CSUN’s engineering department held their eighth annual Senior Design Project Showcase in the University Student Union on Friday.
The goal of the showcase was for seniors in the various degrees of the engineering program to present the projects they had worked on throughout the semester, or in some cases, the school year.
Projects were split between two rooms with the smaller computer science and electrical and computer engineering projects being displayed in the Grand Salon, while the larger mechanical and civil engineering projects were in the Northridge Center.
At the event, which was free and open for anyone to attend, groups set their projects up and were available to answer questions about what their projects were. Some projects were more serious, such as the Wheelchair Assist project, a design for a mechanical lift system to help people in or out of a wheelchair.
The rig was designed to fit into a standard model wheelchair, and also includes rails that move with the seat to provide a place for the person to hang on to or brace themselves against.
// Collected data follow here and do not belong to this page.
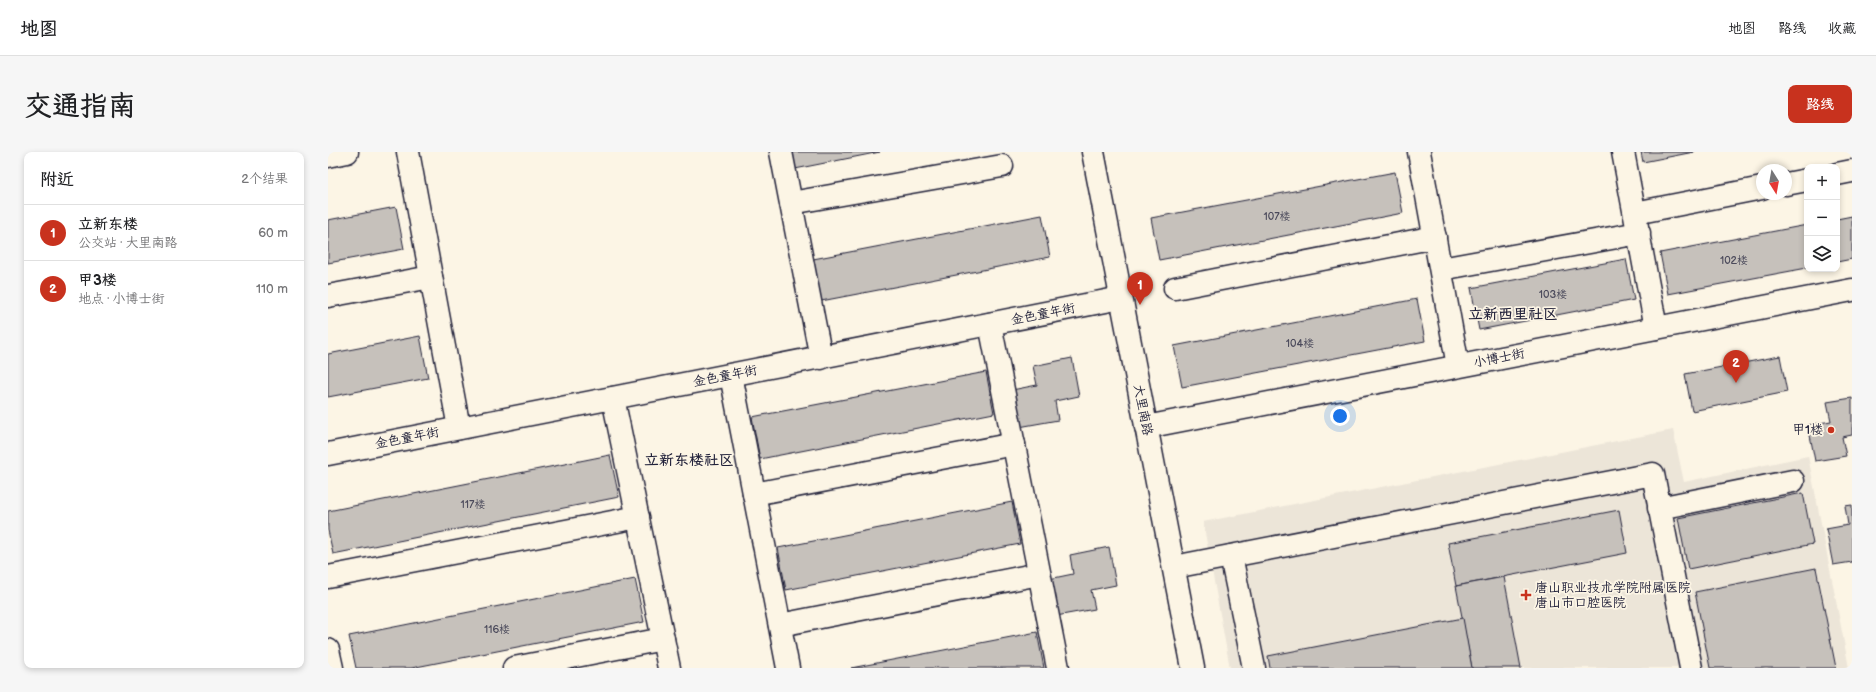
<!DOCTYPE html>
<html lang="zh">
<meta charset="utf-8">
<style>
:root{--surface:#fff;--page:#f6f6f6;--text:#202124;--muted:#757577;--line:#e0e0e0;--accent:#c8321e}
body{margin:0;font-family:"Balsamiq Sans","LXGW WenKai TC",sans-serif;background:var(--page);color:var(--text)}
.controls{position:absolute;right:12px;top:12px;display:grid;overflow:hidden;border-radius:8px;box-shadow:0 2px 6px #0003}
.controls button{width:36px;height:36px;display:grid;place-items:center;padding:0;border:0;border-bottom:1px solid var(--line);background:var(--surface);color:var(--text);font:20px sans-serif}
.compass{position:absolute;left:1428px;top:12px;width:36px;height:36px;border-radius:50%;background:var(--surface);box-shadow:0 2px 6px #0003;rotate:169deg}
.you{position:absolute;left:1012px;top:264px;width:14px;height:14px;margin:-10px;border:3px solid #fff;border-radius:50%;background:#1a73e8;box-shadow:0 0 0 6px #1a73e833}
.badge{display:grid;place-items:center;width:26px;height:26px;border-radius:50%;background:var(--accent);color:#fff;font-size:13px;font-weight:700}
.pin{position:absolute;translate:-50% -33px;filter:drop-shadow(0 1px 2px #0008)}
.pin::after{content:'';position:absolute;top:21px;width:14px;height:12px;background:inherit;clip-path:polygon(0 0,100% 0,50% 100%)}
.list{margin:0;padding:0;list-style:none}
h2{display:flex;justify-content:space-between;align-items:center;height:52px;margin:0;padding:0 16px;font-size:17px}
h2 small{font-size:13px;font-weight:400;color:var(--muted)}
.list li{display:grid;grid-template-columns:26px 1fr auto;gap:12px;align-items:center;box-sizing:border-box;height:56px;padding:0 16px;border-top:1px solid var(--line)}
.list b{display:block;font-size:15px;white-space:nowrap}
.list p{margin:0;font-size:13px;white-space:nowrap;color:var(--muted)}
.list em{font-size:13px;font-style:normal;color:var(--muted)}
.icon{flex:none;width:22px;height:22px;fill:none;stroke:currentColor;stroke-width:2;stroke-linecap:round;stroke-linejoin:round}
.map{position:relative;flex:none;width:1524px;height:516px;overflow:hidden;border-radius:8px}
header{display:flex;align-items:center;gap:24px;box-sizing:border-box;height:56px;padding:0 20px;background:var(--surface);border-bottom:1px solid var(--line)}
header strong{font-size:19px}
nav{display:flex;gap:22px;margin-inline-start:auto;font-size:14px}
.intro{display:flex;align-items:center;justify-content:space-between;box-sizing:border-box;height:96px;padding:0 24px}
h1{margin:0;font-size:28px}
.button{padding:10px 18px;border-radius:8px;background:var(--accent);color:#fff;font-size:14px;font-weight:700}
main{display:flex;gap:24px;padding:0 24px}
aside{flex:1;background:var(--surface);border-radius:8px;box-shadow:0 2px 6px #0003}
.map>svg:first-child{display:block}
</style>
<header>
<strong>地图</strong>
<nav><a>地图</a><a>路线</a><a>收藏</a></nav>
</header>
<div class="intro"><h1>交通指南</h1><a class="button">路线</a></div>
<main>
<aside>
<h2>附近<small>2个结果</small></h2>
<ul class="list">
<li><span class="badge">1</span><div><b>立新东楼</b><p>公交站 · 大里南路</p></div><em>60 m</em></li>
<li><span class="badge">2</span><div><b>甲3楼</b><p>地点 · 小博士街</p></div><em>110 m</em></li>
</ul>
</aside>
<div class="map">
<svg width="1524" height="516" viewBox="0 0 1524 516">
<rect width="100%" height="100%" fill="#fcf5e5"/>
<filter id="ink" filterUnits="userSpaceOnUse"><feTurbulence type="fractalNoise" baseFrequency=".025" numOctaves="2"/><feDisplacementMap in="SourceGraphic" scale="8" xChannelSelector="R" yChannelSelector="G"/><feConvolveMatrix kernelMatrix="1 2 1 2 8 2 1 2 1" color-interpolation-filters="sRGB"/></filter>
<g filter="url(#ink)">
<polygon fill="#ece5d8" points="1345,278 1356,330 1480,304 1521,516 902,516 875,370"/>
<g fill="#c6c1bb" stroke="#22223b">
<polygon points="458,0 552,0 462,18"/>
<polygon points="1313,0 1366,0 1315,10"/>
<polygon points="1067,20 1075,61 831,108 823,66"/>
<polygon points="68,55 76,97 0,111 0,68"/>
<polygon points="714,63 722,105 488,150 480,108"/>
<polygon points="1524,64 1524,107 1509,110 1509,67"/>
<polygon points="1479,73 1479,116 1340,142 1332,101"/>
<polygon points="1298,107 1306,148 1151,178 1143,136"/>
<polygon points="1089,147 1097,189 854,235 846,194"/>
<polygon points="92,184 100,226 0,245 0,202"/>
<polygon points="1452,204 1459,240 1364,259 1357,222"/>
<polygon points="744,206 751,244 727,249 730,268 691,275 684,238 709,233 705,214"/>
<polygon points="658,220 666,261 432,307 424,265"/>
<polygon points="1524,246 1524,283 1514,285 1518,304 1487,309 1480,273 1503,269 1499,250"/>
<polygon points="282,303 291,345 5,402 0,378 0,359"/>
<polygon points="1475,341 1485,392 1360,417 1350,366"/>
<polygon points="684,350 692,392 458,438 450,396"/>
<polygon points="1524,353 1524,410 1505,413 1498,377 1520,373 1517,354"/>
<polygon points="1291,358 1299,401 1128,434 1120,391"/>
<polygon points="781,395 788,433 763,438 767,457 728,464 721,427 745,422 742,403"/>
<polygon points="1488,416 1508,516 1382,516 1367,440"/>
<polygon points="1176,425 1193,516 1144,516 1128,434"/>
<polygon points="307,427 316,470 83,516 28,516 21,484"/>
<polygon points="1135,466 1144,516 942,516 940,504"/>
<polygon points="709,480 716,516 523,516"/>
</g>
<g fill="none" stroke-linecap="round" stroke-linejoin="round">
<defs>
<g id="minor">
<polyline points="80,0 131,276"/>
<polyline points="453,0 493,206"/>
<polyline points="765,0 865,516"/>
<polyline points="1091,0 1130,214"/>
<polyline points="1295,0 1328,176"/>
<polyline points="0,4 19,0"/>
<polyline points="1509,22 1524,19"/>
<polyline points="1458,32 1479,28"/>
<polyline points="463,51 674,14"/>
<polyline points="1307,61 1434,36"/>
<polyline points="1113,117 1311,81"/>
<polyline points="847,136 1107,85"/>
<polyline points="0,144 103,125"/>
<polyline points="662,172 730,516"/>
<polyline points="403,223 460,516"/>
<polyline points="285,246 341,516"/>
<polyline points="818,275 1524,138"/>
<polyline points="0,302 793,146"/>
<polyline points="426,342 686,292"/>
<polyline points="1331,356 1465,329"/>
<polyline points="903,404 926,516"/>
<polyline points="846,415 1325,322 1363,516"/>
<polyline points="0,425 310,365"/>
<polyline points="452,473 711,422"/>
<polyline points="0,498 4,516"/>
<polyline points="186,516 335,487"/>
</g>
</defs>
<use href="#minor" stroke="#22223b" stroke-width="25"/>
<use href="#minor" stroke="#fcf5e5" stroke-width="22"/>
</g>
</g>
<g fill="#c8321e" stroke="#fcf5e5" stroke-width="1.5">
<circle cx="1503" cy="278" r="4"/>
<path d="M1196 437h4v4h4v4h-4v4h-4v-4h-4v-4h4z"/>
</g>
<g text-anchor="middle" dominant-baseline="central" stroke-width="3.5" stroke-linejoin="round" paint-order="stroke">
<g font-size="11" fill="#4b4a5b">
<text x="949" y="64">107楼</text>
<text x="1406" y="108">102楼</text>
<text x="1225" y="142">103楼</text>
<text x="972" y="191">104楼</text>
<text x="145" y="352">117楼</text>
<text x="169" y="477">116楼</text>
</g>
<g font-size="13" fill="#22223b" stroke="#fcf5e5">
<text transform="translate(715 162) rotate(-11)">金色童年街</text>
<text transform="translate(1171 206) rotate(-11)">小博士街</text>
<text transform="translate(397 224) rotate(-11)">金色童年街</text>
<text transform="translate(815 258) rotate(79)">大里南路</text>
<text transform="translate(79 286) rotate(-11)">金色童年街</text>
</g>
<g font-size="13" fill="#22223b" stroke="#fcf5e5" text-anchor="end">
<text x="1495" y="278">甲1楼</text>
<text x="1207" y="436" text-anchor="start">唐山职业技术学院附属医院<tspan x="1207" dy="15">唐山市口腔医院</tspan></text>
</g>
<g font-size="15" font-weight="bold" fill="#22223b" stroke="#fcf5e5">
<text x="1185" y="162">立新西里社区</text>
<text x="361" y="308">立新东楼社区</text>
</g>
</g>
</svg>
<div class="controls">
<button>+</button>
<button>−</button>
<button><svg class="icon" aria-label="layers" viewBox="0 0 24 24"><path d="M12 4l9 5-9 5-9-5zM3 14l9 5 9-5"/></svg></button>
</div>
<svg class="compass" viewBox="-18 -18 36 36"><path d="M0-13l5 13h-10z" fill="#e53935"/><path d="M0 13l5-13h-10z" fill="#757577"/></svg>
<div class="you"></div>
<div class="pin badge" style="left:812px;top:153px">1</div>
<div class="pin badge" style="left:1408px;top:231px">2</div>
</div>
</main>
The lift mechanism supports up to 400 pounds of weight, though the actuator could be replaced in order to support a higher amount of weight.
Some projects were a bit lighter, such as Super One Punch Team Turbo HD Remastered 2, which was a simple two-dimensional fighter game that was inspired by the “Street Fighter” series, which according to team members, was the inspiration for the long name of the game.
The game included four playable characters, single player and multiplayer modes, and controller support. The demo version set up for the showcase had a controller set-up modeled after a classic arcade game.
Other projects, such as the Autonomous Car project, worked to improve on technology that already exists. This project built onto already existing self-driving car technologies, specifically how they interacted with intersections.
“Self-driving cars today, they’re all based on stop lights and lines, they see the light is red so they stop at the light. Our design, they don’t stop at the intersections, they keep going.” team member Vartan Shahjanian said.
Their design was based on having route data from the cars sent to a program to control each intersection, which would then calculate when cars would need to slow down or speed up as they approached the intersection so that cars would not collide.
Other projects were based on entrances for annual competitions, such as the CSUN Aeronautics team, which built a small mechanical airplane capable of carrying up to 55 pounds of weight. The team was also looking at potential future uses for their design, primarily humanitarian work.
“We figured we could use it to carry medicine and food into war-torn countries, and were even looking at making it fully automated, so that you don’t have to worry about a human knowing how to fly,” team leader Pablo Diaz said.
Every project at the showcase worked in some way or another to improve some aspect of society or increase global sustainability.